Consequence-Free Sex
A is for…is a reproductive justice movement “challenging the traditional meaning of the scarlet letter by encouraging women, and the men who support them, to wear the A proudly.” (Men, it will be noted, are referenced only in the context of supporting the decisions of the women in their lives.)

The inspiration comes from “Nathaniel Hawthorne’s fictional heroine … Hester Prynne,” a woman who, as they put it, was “branded by her fellows for daring to live a life according to her own conscience.”

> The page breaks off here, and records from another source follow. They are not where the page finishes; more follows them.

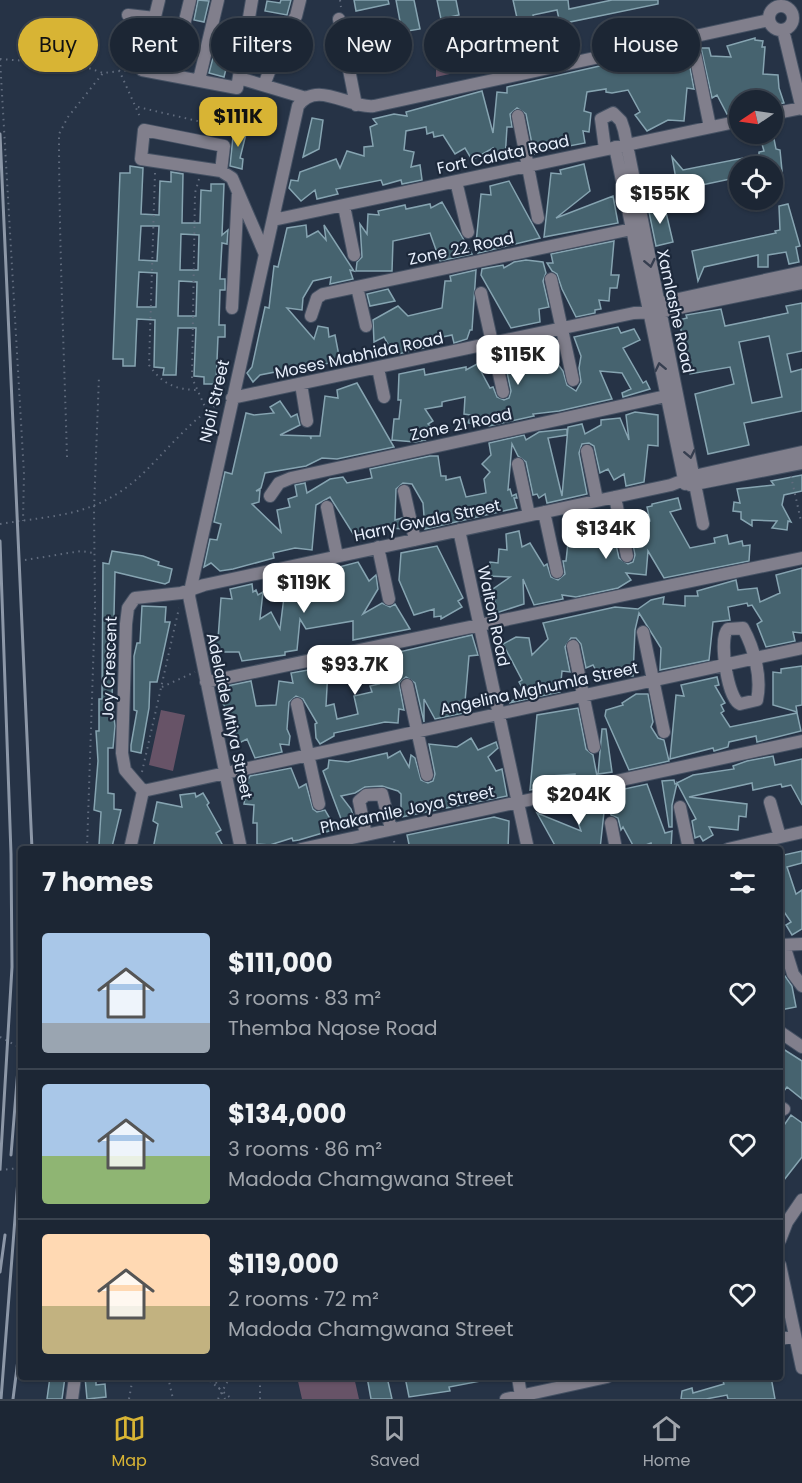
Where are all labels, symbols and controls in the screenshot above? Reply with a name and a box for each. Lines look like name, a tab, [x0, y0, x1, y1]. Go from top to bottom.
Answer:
chip: Buy	[18, 18, 98, 72]
chip: Rent	[110, 18, 199, 72]
chip: Filters	[211, 18, 313, 72]
chip: New	[325, 18, 412, 72]
chip: Apartment	[424, 18, 580, 72]
chip: House	[592, 18, 700, 72]
north arrow	[729, 90, 783, 144]
map controls	[729, 90, 783, 210]
pin: $111K	[196, 97, 280, 148]
text: $111K	[213, 102, 263, 130]
street label: Fort Calata Road	[435, 129, 571, 180]
button: locate	[729, 156, 783, 210]
pin: $155K	[618, 174, 702, 225]
text: $155K	[630, 179, 690, 207]
street label: Zone 22 Road	[406, 226, 516, 271]
street label: Xamlashe Road	[651, 247, 700, 375]
one-way arrow	[643, 258, 656, 268]
street label: Moses Mabhida Road	[273, 326, 446, 385]
pin: $115K	[476, 335, 560, 386]
text: $115K	[490, 340, 546, 368]
street label: Njoli Street	[194, 357, 235, 445]
one-way arrow	[654, 362, 667, 372]
street label: Zone 21 Road	[408, 402, 514, 447]
one-way arrow	[682, 449, 695, 459]
street label: Harry Gwala Street	[352, 494, 503, 547]
pin: $134K	[564, 509, 648, 560]
text: $134K	[576, 514, 636, 542]
pin: $119K	[262, 563, 346, 614]
street label: Walton Road	[472, 564, 515, 669]
text: $119K	[277, 568, 331, 596]
street label: Joy Crescent	[96, 615, 123, 721]
street label: Adelaide Mtiya Street	[201, 631, 258, 802]
pin: $93.7K	[306, 645, 404, 696]
text: $93.7K	[321, 650, 389, 678]
street label: Angelina Mghumla Street	[438, 656, 641, 721]
pin: $204K	[537, 775, 621, 826]
street label: Phakamile Joya Street	[318, 780, 497, 839]
text: $204K	[546, 780, 612, 808]
text: 7 homes	[42, 864, 154, 900]
icon: filters	[726, 866, 759, 899]
text: $111,000	[228, 945, 333, 981]
icon: home	[90, 957, 162, 1029]
icon: heart	[726, 977, 759, 1010]
text: 3 rooms · 83 m²	[228, 984, 381, 1012]
text: Themba Nqose Road	[228, 1014, 438, 1042]
text: $134,000	[228, 1096, 347, 1132]
icon: home	[90, 1108, 162, 1180]
icon: heart	[726, 1128, 759, 1161]
text: 3 rooms · 86 m²	[228, 1135, 382, 1163]
text: Madoda Chamgwana Street	[228, 1165, 513, 1193]
text: $119,000	[228, 1246, 339, 1282]
icon: home	[90, 1258, 162, 1330]
icon: heart	[726, 1278, 759, 1311]
text: 2 rooms · 72 m²	[228, 1285, 379, 1313]
text: Madoda Chamgwana Street	[228, 1315, 513, 1343]
tab: Map	[111, 1412, 147, 1473]
tab: Saved	[370, 1412, 420, 1473]
tab: Home	[643, 1412, 690, 1473]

So, a married woman who commits adultery and has another man’s child is not immoral, impious, or even imprudent; she’s heroic for following her own moral lights. That takes calling good evil and evil good to a whole new level.

A is for… parallels the tasteless “I had an abortion” t-shirt drive started by Jennifer Baumgardner and promoted by Planned Parenthood. According to Glora Feldt of PP, the purpose of the t-shirt is “to challenge the silence and shame” surrounding abortion—shame that, as some have claimed:

“We’re called ‘sluts’ and ‘prostitutes.’”
I’m with you here—name-calling, and those who do it, are wrong.

“We’re told to put an aspirin between our legs.”
Well, if you’re unmarried or not ready for children or other “consequences,” it’s a sure fire method—in fact, the surest.

“We’re made to believe that it’s our ignorance, and not our experience, that drives our desire for autonomy and freedom from forced procreation.”
Now, just who is it that’s forcing you to procreate? I’m ready to take names.

“We’re lectured that we shouldn’t have had sex in the first place, as if sex were not a natural aspect of our humanity that we have every right to express.”
You’re right, sex is a natural part of our humanness—but more than that, it is essential, not because it serves to satisfy our sensual desires, but because without it, the human race would quickly join the ranks of endangered species.

“We’re told we must face the ‘consequences’ of our sexual actions, as if we weren’t already painfully aware of the consequences of life without contraception, having lived, and died, without it for centuries.”
You want freedom from personal consequences, not by restricting your sexual behaviors, but by “protections” paid for by others. Got it.

A is for… is proud to stand on the frontlines of what it calls an “aggressive legislative assault” on women’s health and freedom in the form of “personhood bills” and such. Yes, laws aimed at protecting the unborn are an inconvenience to a woman seeking unfettered sexual freedom, but an assault on her health? Really?

Even the pro-abortion Guttmacher Institute admits that only four percent of abortions involve any concern over maternal health. And as I’ve argued before, even in those cases, if a mother is willing, as nearly all mothers are, to assume personal health risk for the welfare of her post-partum child, how could she deny her enwombed child the same consideration? The child in both instances is a genetically complete and unique human being; they differ only in stage of development, as a newborn from a toddler, a toddler from a teen, a teen from an adult.

So, if you’ve been wondering what the A stands for, the movement doesn’t say. The promoters leave that to you to decide. Some words that occur to me: arrogant, autocratic, appalling, abominable. Too harsh? I don’t think so.

When others are forced to pay for protecting me against consequences I find undesirable for behaviors I’ve willingly chosen, it’s robbery.

When my “right” to free sexual expression overrides someone else’s right to free religious exercise, it’s religious oppression.

When a mother’s autonomy over her body trumps the right to life of the child in her body, it’s pedicide.

And when such things are done in the name of “justice,” it is not justice at all, but tyranny.